> _SUPPLIED MATERIAL_
● ● ● ● ●

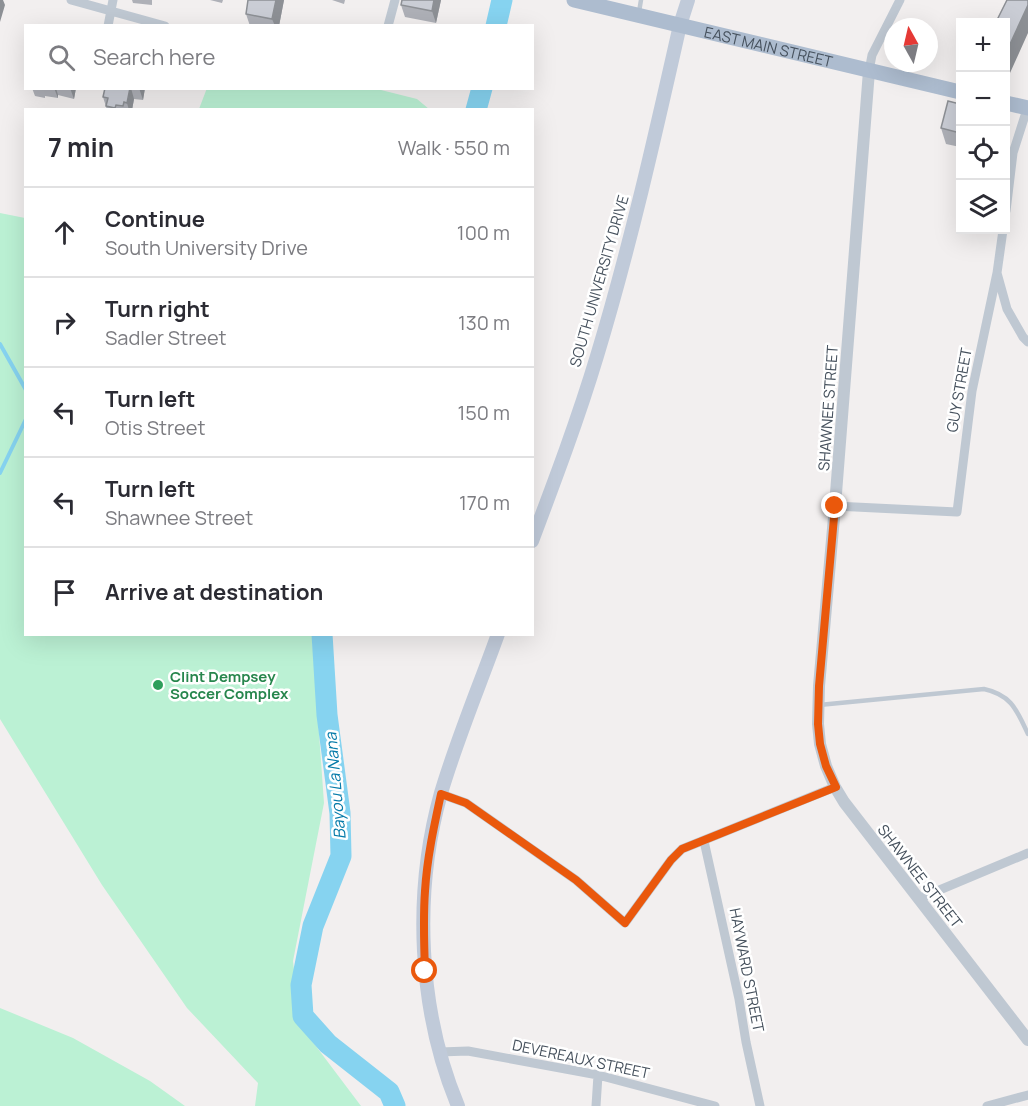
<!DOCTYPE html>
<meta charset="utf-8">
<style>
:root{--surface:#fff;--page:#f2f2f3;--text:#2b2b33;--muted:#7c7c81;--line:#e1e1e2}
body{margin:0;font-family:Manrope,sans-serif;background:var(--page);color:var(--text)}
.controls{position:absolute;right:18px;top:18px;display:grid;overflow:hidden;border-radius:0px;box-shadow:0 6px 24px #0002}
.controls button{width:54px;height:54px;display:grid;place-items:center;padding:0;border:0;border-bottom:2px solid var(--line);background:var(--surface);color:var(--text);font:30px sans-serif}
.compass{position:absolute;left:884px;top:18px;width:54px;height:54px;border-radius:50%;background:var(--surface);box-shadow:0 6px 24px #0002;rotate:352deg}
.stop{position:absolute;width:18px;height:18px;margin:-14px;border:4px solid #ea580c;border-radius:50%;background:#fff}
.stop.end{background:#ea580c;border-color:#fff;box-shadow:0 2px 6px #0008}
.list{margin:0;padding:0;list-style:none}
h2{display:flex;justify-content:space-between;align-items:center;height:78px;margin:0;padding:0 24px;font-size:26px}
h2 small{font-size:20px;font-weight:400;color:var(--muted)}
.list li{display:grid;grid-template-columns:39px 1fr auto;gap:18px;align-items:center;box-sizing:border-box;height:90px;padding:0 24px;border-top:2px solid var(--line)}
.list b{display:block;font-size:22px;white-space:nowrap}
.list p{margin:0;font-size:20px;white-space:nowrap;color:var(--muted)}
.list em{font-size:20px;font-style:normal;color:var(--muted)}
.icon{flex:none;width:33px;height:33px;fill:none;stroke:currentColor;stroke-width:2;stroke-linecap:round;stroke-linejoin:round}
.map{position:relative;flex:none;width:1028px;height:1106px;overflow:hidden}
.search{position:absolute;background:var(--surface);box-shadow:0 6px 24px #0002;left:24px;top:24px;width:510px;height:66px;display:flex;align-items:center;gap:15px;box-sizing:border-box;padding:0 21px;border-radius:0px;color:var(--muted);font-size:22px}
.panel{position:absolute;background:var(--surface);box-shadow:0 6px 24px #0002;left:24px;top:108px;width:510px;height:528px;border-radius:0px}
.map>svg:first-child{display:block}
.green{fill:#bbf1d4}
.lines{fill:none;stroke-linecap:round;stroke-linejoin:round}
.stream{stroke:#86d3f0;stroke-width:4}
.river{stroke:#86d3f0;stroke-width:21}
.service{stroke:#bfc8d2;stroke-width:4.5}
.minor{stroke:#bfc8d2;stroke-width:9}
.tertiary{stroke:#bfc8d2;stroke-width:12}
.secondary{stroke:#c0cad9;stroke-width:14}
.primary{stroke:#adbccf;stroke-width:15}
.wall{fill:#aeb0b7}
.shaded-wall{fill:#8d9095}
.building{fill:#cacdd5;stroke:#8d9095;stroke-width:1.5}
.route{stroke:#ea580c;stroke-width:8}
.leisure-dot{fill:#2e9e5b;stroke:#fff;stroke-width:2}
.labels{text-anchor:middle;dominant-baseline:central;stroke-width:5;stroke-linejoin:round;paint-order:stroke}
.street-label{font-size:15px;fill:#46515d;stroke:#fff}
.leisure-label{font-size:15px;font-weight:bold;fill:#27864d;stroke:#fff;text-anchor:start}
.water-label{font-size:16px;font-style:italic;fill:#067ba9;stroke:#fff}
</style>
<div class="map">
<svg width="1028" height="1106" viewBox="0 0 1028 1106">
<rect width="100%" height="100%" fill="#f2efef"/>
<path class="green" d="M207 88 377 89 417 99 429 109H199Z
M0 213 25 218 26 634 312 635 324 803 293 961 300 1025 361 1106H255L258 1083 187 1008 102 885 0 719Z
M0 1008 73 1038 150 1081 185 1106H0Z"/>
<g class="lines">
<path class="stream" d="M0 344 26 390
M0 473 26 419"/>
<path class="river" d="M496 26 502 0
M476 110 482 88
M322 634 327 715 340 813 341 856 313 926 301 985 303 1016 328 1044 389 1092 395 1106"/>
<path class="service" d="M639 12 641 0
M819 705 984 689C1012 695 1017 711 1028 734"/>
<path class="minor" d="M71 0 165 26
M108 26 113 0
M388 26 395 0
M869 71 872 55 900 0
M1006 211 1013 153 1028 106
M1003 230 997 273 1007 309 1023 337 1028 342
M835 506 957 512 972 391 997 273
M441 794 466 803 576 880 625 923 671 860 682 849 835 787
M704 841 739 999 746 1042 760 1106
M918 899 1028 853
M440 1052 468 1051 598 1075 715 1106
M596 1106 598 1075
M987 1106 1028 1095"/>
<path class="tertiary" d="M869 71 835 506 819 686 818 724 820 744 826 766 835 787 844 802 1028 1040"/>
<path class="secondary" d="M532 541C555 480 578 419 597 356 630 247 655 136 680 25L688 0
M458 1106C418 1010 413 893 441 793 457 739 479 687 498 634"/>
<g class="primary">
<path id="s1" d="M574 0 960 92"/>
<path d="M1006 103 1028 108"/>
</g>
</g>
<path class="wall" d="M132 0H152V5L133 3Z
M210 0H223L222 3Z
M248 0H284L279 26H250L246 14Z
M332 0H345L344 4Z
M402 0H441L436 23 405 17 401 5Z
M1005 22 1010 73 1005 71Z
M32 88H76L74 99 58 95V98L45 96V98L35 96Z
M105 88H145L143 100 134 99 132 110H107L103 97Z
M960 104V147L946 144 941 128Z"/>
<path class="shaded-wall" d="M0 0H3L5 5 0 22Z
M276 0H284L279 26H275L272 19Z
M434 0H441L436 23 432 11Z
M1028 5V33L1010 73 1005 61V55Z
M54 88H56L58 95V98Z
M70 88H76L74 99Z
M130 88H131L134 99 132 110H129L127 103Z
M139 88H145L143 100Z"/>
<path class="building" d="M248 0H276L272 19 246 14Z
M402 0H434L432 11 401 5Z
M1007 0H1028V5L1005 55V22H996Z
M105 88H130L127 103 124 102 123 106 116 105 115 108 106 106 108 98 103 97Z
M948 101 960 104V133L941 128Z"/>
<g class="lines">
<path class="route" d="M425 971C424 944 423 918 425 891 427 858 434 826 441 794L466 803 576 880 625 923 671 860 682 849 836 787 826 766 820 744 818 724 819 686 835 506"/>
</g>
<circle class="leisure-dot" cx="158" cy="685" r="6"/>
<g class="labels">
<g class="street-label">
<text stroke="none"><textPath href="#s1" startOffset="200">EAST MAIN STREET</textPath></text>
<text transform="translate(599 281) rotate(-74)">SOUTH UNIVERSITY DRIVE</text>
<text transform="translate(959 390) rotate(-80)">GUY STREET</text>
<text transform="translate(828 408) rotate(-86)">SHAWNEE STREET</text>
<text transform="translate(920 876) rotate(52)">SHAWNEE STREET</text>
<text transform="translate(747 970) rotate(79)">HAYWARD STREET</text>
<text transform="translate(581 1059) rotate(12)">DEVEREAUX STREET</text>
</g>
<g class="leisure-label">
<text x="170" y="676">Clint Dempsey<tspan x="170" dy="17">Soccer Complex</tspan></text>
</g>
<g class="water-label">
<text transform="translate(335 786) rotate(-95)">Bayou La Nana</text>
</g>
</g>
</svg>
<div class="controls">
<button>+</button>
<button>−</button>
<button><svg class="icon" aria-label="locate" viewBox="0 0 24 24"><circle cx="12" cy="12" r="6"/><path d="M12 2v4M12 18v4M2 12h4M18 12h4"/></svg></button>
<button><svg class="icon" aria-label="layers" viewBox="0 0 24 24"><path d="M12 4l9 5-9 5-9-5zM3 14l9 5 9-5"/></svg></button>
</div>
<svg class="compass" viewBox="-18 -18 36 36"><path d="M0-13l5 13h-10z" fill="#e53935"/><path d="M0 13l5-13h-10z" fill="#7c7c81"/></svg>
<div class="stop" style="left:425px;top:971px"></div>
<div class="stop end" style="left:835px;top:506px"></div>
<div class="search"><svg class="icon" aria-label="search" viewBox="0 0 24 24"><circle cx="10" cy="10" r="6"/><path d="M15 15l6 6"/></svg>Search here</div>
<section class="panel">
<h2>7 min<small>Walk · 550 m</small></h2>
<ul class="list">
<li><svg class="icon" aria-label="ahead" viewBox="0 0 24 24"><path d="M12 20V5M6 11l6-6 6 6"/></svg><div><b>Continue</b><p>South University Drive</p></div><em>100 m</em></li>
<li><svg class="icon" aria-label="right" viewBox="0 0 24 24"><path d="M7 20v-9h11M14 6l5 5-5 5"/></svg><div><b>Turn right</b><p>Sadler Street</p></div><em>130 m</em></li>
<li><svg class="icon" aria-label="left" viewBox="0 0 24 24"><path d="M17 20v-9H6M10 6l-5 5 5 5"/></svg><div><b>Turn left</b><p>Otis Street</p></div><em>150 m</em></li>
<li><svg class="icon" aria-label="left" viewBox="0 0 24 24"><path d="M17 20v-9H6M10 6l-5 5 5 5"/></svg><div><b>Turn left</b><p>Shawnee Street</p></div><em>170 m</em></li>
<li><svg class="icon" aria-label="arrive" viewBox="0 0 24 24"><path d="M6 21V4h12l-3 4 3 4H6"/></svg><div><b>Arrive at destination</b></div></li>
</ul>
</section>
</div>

● ● ● ● ●

> _TRY IT_
In the listing, return each line containing the string "white".

> _SOLUTION_
.list b{display:block;font-size:22px;white-space:nowrap}
.list p{margin:0;font-size:20px;white-space:nowrap;color:var(--muted)}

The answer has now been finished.